Dernière extrémité: un des plus jeunes lycanthropes a été enlevé. Il peut S'agir d'un enfant, assommé puis bâillonné, ou d'un adolescent entraîné à l'écart par des suppôts parmi les plus jeunes, qui l'ont conduit non loin de la croix celte... On parvient ainsi aux mêmes conclusions que dans le cas de figure précédent, avec peut-être une volonté encore plus grande de régler leur compte a de tels malfaisants; les personnages devraient ressentir assez violemment l'affront, puisqu'en enlevant un des leurs, les suppôts du démon ont « versé le premier sang »...

Quoi qu'il en soit; le Veneur est absent de cette aventure, le Conte verra donc sa conclusion sans l'intervention de l'Homme en Noir, et l'initié, soucieux de l'intérêt du plus grand nombre, choisira d'écarter la Caravane au plus tôt. Les personnages devront agir seuls, dès la seconde journée ou à l'issue de la seconde nuit. Voici également la description de deux personnages susceptibles de convaincre les lycanthropes d'agir pour la sauvegarde du hameau. Bien entendu, le Conteur, s'il le juge nécessaire, peut à sa guise en concevoir d'autres.

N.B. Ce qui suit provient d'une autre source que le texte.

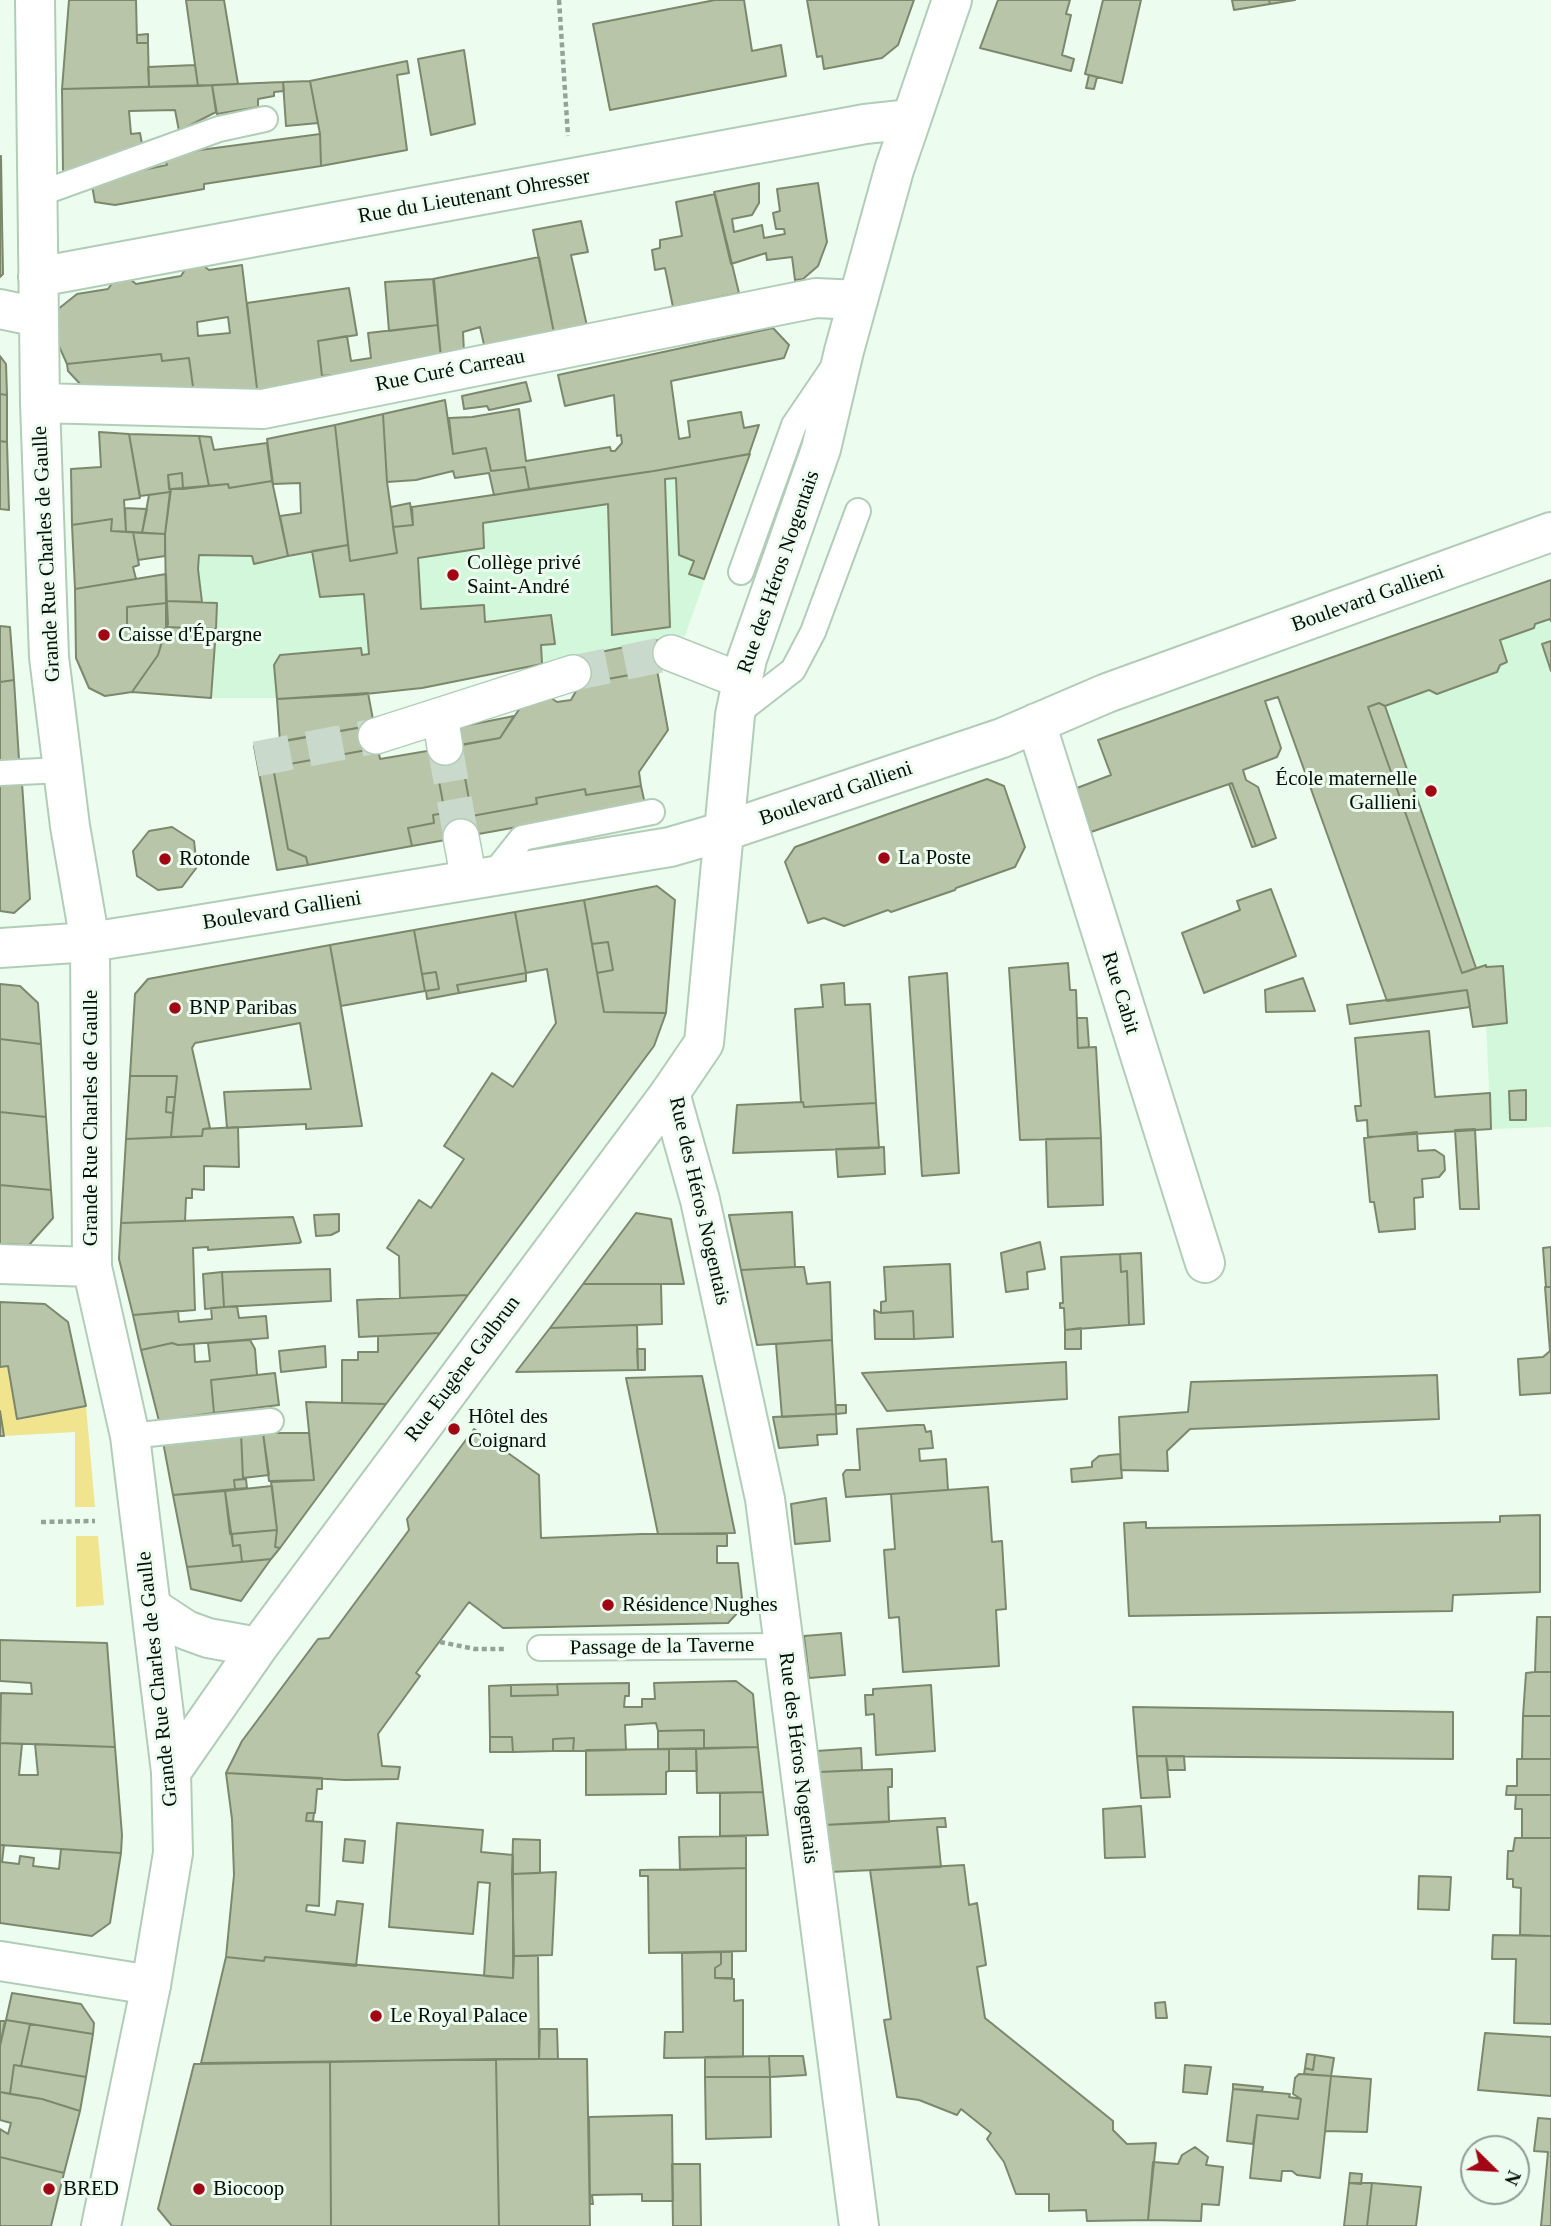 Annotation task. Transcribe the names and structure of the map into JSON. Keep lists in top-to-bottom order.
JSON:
{
  "streets": {
    "street": [
      "Rue du Lieutenant Ohresser",
      "Rue Curé Carreau",
      "Grande Rue Charles de Gaulle",
      "Rue des Héros Nogentais",
      "Boulevard Gallieni",
      "Rue Cabit",
      "Rue Eugène Galbrun"
    ],
    "lane": ["Passage de la Taverne"]
  },
  "crossings": [
    ["Rue du Lieutenant Ohresser", "Grande Rue Charles de Gaulle"],
    ["Rue du Lieutenant Ohresser", "Rue des Héros Nogentais"],
    ["Rue Curé Carreau", "Grande Rue Charles de Gaulle"],
    ["Rue Curé Carreau", "Rue des Héros Nogentais"],
    ["Grande Rue Charles de Gaulle", "Boulevard Gallieni"],
    ["Grande Rue Charles de Gaulle", "Rue Eugène Galbrun"],
    ["Rue des Héros Nogentais", "Boulevard Gallieni"],
    ["Rue des Héros Nogentais", "Rue Eugène Galbrun"],
    ["Rue des Héros Nogentais", "Passage de la Taverne"],
    ["Boulevard Gallieni", "Rue Cabit"]
  ],
  "places": [
    "Collège privé Saint-André",
    "Caisse d'Épargne",
    "École maternelle Gallieni",
    "La Poste",
    "Rotonde",
    "BNP Paribas",
    "Hôtel des Coignard",
    "Résidence Nughes",
    "Le Royal Palace",
    "BRED",
    "Biocoop"
  ],
  "north": "bottom right"
}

Morgann est une jeune femme blonde, au regard bleu azur. Elle semble très douce, voire timide. Elle doit avoir une vingtaine d'années à peine, et serre contre elle deux jeunes enfants. Elle a perdu son époux quelques semaines auparavant, victime de la « bête »: le malheureux avait décidé d'aller de nuit dans l'église pour y soutenir le prêtre qui s'y trouvait. Leurs deux corps furent trouvés au malin, mutilés d'horrible manière... Morgann n'en éprouve que plus de courage pour combattre le démon. Elle sait ne pas pouvoir traverser seule la forêt - les suppôts du Malin, s'apercevant de sa fuite, auraient tôt fait de la rattraper, tant la progression est lente avec deux enfants en bas âge -, et elle se refuse à faire courir le moindre risque à sa famille. S'il se trouve une femme parmi les personnages, Morgann s'adressera instinctivement à elle. Dans le cas contraire, elle ira probablement se confier à une des femmes de la Caravane, qui viendra ensuite en aviser les PJ. Le marché proposé par Morgann est simple: elle accepte de tout dire - tout ce qu'elle sait, soit peu de choses en fait, si ce n'est l'identité de quelques suppôts, le principe des enlèvements et la complicité tacite des villageois, ainsi qu'un résumé des différentes attaques du démon - si les baladins acceptent d'emmener avec eux ses enfants pour les soustraire à la folie ambiante. Elle veut également rester sur les lieux, préférant se sacrifier pour apaiser la colère de la bête et de ses sbires p1utôt que d'encourir le risque de se voir poursuivre par eux. La détresse de la jeune femme fait peine à voir, et aucun personnage ne devrait rester de marbre devant ses arguments, d'autant plus que le courage et la détermination qui brillent dans ses yeux ont le don de convaincre l'interlocuteur le plus blasé. Si pourtant rien n'y fait, le Conteur choisira parmi les PJ celui qui possède la sensibilité la plus élevée: il lui appartiendra d'assumer le rôle de paladin protecteur de cette ravissante veuve et de ses orphelins... mais gageons que les lycanthropes sauront relever le défi sans que le besoin s'en fasse sentir !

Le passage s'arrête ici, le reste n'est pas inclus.